The robo-call comes at sunrise: Snow's still falling, roads are slick, and school is canceled. Instead of dreading a long day of policing TV access, refereeing squabbles, and mopping up melted snow, try to channel the way you once felt at that magic moment when you heard the radio announcer say your own school was among the closed. A snow day can be as fun as you make it—even for busy moms. We've put together a blizzard's worth of activities to keep snowbound kids of all ages happily engaged.
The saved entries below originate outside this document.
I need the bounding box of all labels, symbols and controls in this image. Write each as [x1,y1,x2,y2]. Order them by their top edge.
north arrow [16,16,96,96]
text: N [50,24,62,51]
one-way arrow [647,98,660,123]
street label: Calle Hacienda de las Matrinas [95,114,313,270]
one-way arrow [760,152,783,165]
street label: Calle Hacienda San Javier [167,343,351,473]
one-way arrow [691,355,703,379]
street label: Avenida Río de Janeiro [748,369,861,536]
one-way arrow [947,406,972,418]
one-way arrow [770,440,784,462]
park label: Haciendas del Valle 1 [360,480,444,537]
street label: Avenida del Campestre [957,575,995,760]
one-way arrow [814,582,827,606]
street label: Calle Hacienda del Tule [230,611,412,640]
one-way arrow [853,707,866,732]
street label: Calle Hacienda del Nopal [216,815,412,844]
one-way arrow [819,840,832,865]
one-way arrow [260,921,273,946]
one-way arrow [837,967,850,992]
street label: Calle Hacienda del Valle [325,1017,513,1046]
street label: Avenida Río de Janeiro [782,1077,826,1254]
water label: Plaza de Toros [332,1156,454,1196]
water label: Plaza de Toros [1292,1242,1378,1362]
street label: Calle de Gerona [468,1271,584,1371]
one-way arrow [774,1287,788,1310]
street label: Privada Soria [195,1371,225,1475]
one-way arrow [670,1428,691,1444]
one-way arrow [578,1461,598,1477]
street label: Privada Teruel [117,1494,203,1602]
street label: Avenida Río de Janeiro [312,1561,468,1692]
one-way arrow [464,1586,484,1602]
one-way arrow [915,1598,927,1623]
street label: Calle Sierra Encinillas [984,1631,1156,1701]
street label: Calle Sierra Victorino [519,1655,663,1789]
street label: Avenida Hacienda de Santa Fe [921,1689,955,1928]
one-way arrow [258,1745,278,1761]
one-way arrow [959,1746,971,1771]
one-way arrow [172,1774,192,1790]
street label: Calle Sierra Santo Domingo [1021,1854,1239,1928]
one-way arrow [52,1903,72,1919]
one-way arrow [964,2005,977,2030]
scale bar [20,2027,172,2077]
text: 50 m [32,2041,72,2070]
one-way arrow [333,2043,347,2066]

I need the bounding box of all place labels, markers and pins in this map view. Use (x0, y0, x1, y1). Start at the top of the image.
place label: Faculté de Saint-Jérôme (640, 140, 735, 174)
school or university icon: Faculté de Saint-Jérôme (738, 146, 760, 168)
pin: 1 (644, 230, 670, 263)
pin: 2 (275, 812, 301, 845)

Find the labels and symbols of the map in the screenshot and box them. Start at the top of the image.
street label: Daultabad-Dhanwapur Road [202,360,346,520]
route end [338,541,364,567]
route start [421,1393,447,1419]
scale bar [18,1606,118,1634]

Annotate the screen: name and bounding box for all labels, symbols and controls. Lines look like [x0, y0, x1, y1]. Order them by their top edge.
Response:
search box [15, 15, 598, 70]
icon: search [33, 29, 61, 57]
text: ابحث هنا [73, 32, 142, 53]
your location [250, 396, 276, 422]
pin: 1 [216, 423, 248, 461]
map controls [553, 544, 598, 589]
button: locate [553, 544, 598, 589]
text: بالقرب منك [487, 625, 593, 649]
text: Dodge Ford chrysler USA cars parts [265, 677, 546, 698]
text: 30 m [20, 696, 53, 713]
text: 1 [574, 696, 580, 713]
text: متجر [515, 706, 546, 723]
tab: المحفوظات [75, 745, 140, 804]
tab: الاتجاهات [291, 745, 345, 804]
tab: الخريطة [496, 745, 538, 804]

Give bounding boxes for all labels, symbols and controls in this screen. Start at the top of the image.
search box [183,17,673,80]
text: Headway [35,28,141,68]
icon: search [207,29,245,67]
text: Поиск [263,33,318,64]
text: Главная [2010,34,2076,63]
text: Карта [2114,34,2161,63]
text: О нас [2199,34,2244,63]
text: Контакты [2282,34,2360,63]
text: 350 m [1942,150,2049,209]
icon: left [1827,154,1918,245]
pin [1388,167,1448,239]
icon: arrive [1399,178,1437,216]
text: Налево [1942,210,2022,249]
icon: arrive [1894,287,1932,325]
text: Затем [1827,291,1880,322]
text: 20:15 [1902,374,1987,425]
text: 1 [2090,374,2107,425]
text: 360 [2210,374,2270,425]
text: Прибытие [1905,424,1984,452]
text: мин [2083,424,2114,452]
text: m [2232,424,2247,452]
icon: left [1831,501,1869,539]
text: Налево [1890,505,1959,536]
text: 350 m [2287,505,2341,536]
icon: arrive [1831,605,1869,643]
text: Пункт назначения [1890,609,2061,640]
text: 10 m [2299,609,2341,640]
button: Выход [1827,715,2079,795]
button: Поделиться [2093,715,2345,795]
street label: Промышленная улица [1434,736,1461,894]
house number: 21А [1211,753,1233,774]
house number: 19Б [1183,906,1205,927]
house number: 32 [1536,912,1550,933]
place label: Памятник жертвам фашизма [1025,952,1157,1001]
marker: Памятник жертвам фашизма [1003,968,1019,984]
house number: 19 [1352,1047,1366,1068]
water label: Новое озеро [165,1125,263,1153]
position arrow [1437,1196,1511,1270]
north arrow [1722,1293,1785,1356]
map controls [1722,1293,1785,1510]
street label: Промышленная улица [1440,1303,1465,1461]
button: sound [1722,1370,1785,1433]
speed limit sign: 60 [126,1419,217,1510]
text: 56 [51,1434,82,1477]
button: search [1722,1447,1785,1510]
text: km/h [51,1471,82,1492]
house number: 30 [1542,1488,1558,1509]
You've probably made dozens, if not hundreds, of videos since your children were born. But after that initial screening when you e-mailed the clip to the grandparents, how often have you watched them? Have a family film festival, streaming to your TV (if you can) or watching on your computer. Seeing that first dance recital again or your toddler dancing away from waves at the beach will put a smile on everyone's face.
Tale of the Tape
You knew duct tape had 1,000 uses. Here's 1,001: a tablet case. Find lightweight scrap fabric and use your e-reader as a guide, placing it in center of fabric. Wrap around the tablet and cut to fit, leaving some overlap for closure flap and a halfinch on sides. Lay fabric flat and cover one side end-to-end with duct tape in desired pattern, folding tape ends around both edges. Wrap fabric around tablet, taped side out. With flap open, tape the length of the sides, finishing edges. Add selfstick hook-and-loop tape; embellish as desired.
Shoot to Thrill
Get snap-happy and upload with abandon. You know those people who fill their Facebook pages with totally adorable pictures of their families' snowy antics? Be one of those people! Get out while the getting's
good—when the snow is fresh, the mittens are dry, and the icicles have the most sparkle. A don'tmiss shot list: little ones in bright snowsuits making snow angels; a street white and clear of cars; the many stages of a snowman.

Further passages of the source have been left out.